[Dataset items]

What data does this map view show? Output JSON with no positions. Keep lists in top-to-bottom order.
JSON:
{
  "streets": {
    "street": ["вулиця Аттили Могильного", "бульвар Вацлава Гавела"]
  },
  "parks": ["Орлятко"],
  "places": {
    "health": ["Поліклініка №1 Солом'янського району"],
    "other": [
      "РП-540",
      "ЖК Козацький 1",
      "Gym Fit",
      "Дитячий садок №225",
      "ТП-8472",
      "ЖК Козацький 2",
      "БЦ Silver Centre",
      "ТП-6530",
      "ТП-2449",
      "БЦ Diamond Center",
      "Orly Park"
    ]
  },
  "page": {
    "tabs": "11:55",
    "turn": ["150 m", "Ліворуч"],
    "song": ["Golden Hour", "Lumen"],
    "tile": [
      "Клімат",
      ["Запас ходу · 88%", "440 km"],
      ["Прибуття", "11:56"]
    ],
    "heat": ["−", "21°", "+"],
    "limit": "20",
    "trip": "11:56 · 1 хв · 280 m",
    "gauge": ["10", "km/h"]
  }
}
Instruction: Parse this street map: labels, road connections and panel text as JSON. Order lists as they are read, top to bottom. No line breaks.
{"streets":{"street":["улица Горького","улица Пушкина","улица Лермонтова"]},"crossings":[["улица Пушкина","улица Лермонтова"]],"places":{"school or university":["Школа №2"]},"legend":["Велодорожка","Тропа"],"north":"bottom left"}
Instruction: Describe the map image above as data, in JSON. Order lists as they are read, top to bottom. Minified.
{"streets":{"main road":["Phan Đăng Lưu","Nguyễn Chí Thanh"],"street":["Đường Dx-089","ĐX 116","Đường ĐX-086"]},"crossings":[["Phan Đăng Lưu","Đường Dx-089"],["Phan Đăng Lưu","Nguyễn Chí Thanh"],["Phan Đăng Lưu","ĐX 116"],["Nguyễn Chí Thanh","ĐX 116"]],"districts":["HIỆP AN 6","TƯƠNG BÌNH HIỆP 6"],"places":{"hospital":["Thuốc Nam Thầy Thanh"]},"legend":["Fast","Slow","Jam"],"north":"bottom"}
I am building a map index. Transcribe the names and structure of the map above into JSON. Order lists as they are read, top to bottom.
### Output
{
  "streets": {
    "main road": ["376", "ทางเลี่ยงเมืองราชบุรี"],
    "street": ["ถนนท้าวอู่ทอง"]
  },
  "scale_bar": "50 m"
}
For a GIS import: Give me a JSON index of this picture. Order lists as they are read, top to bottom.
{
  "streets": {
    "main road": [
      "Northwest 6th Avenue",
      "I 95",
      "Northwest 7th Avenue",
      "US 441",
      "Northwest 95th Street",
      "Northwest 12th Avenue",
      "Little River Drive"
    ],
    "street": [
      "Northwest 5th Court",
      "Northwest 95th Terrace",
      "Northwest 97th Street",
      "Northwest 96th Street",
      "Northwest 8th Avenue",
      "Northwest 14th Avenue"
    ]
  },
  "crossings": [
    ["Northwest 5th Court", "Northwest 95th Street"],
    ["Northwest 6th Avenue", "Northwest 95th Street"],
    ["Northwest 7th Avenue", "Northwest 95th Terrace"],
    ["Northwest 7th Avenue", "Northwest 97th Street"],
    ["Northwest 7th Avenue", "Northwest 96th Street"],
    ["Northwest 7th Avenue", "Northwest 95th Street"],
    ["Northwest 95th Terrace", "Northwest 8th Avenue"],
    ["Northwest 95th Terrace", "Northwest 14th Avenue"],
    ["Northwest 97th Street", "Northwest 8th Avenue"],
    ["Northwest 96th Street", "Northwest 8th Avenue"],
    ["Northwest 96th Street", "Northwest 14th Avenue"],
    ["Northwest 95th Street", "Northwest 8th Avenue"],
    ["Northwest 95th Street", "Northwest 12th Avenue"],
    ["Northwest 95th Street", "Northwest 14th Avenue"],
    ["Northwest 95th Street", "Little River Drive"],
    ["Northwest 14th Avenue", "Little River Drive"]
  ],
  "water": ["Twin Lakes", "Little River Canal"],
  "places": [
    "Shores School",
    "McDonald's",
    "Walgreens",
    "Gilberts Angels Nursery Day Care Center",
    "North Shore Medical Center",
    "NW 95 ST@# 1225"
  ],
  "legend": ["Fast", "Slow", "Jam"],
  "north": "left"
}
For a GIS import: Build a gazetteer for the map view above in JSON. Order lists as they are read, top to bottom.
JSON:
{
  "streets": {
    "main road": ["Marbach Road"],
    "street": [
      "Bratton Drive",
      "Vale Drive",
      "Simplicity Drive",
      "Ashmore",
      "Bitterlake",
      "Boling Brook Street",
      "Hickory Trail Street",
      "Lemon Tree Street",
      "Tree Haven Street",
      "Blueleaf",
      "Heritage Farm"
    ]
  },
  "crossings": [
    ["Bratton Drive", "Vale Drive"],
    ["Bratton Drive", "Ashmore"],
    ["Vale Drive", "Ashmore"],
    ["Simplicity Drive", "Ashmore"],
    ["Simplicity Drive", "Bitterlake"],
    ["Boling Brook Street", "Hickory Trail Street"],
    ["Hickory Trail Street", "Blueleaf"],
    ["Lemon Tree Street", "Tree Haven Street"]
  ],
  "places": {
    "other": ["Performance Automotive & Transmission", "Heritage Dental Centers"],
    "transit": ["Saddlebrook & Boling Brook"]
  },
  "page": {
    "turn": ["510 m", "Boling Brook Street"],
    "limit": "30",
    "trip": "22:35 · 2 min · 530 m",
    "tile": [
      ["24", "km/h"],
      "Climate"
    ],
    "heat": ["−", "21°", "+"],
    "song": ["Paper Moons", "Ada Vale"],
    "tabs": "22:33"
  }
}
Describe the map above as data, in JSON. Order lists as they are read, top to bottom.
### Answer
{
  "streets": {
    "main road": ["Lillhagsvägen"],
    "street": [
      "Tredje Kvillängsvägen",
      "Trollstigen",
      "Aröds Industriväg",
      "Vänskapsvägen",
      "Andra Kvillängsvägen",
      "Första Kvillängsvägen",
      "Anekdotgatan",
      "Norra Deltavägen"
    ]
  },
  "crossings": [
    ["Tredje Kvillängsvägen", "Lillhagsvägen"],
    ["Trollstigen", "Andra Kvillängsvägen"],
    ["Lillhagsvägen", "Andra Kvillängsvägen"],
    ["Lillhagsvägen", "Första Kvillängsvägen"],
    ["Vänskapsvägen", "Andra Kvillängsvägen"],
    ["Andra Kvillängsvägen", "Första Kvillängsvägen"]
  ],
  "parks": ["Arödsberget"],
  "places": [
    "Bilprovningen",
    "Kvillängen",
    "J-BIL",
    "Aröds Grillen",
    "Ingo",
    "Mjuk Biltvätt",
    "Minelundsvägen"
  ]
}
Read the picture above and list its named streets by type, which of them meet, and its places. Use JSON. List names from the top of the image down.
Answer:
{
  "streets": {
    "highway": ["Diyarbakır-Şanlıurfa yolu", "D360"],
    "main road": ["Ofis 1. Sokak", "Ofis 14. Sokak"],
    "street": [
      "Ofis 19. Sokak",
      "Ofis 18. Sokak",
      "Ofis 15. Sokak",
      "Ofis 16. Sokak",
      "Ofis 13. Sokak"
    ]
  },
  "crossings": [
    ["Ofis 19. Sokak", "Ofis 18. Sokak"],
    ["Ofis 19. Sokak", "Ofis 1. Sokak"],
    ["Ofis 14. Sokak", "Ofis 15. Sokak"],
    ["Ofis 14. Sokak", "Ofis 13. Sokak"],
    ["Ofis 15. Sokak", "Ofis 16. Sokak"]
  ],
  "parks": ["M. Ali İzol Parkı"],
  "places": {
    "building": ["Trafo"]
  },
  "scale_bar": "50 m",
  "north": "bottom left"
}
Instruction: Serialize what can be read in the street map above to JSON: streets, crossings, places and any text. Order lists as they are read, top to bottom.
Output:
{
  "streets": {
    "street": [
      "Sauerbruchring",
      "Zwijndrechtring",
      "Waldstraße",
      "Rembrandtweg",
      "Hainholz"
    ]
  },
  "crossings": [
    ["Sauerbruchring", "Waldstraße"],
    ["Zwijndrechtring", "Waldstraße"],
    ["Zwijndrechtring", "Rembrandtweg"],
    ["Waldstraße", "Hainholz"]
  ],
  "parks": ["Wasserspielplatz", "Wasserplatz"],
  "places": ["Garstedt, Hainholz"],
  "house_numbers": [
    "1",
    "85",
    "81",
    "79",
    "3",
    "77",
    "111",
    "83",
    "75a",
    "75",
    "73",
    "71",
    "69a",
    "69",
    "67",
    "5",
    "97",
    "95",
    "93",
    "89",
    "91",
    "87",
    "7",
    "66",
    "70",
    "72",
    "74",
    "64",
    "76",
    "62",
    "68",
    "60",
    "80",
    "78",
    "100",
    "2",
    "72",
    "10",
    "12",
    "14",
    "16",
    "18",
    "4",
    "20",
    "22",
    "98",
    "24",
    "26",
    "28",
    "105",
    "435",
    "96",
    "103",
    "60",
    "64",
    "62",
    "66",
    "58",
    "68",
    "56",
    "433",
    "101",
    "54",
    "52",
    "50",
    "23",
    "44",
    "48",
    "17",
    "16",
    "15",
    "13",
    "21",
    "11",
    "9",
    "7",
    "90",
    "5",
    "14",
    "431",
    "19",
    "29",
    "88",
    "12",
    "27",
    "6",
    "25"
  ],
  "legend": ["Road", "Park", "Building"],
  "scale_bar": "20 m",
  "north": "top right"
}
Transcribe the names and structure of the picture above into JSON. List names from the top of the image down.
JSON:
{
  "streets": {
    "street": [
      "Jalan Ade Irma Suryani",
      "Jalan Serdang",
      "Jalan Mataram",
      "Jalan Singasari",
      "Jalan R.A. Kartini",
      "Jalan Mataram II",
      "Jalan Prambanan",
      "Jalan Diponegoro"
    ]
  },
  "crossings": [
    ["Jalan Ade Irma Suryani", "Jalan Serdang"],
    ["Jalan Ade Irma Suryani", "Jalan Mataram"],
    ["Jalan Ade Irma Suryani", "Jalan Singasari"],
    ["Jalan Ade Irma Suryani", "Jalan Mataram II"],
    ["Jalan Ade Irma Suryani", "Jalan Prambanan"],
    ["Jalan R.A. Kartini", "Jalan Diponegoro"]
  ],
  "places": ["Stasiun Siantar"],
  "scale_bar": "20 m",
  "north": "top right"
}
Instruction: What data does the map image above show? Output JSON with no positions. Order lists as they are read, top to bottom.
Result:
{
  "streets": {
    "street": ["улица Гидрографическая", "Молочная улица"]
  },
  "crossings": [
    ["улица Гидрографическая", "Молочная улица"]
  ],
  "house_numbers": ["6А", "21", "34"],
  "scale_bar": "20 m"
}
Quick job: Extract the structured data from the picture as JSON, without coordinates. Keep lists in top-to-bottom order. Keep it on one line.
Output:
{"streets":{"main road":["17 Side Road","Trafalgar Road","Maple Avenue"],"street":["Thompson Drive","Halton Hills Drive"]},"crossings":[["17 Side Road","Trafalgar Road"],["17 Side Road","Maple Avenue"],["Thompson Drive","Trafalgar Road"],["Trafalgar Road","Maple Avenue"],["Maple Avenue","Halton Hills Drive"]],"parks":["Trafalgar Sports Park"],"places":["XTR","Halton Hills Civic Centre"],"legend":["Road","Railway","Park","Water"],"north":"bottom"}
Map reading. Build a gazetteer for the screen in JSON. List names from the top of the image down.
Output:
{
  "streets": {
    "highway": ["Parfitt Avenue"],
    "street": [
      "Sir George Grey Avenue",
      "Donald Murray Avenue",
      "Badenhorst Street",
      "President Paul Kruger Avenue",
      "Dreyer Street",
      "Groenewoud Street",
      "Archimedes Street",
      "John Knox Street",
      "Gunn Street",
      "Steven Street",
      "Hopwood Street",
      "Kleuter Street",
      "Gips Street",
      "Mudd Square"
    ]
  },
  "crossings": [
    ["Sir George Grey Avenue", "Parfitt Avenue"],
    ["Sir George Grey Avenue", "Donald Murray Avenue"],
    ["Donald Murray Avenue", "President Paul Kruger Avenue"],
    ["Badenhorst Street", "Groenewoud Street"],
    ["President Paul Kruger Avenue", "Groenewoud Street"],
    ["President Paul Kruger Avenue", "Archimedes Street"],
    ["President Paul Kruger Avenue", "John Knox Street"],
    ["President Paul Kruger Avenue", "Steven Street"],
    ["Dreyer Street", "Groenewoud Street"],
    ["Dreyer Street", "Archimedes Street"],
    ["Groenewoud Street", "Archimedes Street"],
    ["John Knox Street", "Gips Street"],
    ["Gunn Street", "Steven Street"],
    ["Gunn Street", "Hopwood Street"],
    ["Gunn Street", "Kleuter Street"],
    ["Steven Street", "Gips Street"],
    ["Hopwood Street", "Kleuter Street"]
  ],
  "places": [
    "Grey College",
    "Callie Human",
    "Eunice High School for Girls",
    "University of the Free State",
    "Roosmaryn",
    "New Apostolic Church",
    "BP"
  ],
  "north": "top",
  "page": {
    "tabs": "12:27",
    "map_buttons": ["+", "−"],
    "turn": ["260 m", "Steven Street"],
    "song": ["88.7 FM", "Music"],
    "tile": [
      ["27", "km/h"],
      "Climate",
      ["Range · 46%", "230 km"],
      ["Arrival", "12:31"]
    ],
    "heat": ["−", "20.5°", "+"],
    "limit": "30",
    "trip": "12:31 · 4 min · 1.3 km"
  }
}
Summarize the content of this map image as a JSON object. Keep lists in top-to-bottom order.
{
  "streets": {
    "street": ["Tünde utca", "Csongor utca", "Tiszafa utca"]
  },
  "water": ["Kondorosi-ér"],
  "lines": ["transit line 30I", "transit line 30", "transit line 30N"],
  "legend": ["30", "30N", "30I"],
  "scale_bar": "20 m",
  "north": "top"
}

» About this task: What you give back must be the stretch above, starting at the line with "Instruction: What data" and ending at the line with "Map reading. Build", copied exactly.

» Response to the exercise:
Instruction: What data does the map image above show? Output JSON with no positions. Order lists as they are read, top to bottom.
Result:
{
  "streets": {
    "street": ["улица Гидрографическая", "Молочная улица"]
  },
  "crossings": [
    ["улица Гидрографическая", "Молочная улица"]
  ],
  "house_numbers": ["6А", "21", "34"],
  "scale_bar": "20 m"
}
Quick job: Extract the structured data from the picture as JSON, without coordinates. Keep lists in top-to-bottom order. Keep it on one line.
Output:
{"streets":{"main road":["17 Side Road","Trafalgar Road","Maple Avenue"],"street":["Thompson Drive","Halton Hills Drive"]},"crossings":[["17 Side Road","Trafalgar Road"],["17 Side Road","Maple Avenue"],["Thompson Drive","Trafalgar Road"],["Trafalgar Road","Maple Avenue"],["Maple Avenue","Halton Hills Drive"]],"parks":["Trafalgar Sports Park"],"places":["XTR","Halton Hills Civic Centre"],"legend":["Road","Railway","Park","Water"],"north":"bottom"}
Map reading. Build a gazetteer for the screen in JSON. List names from the top of the image down.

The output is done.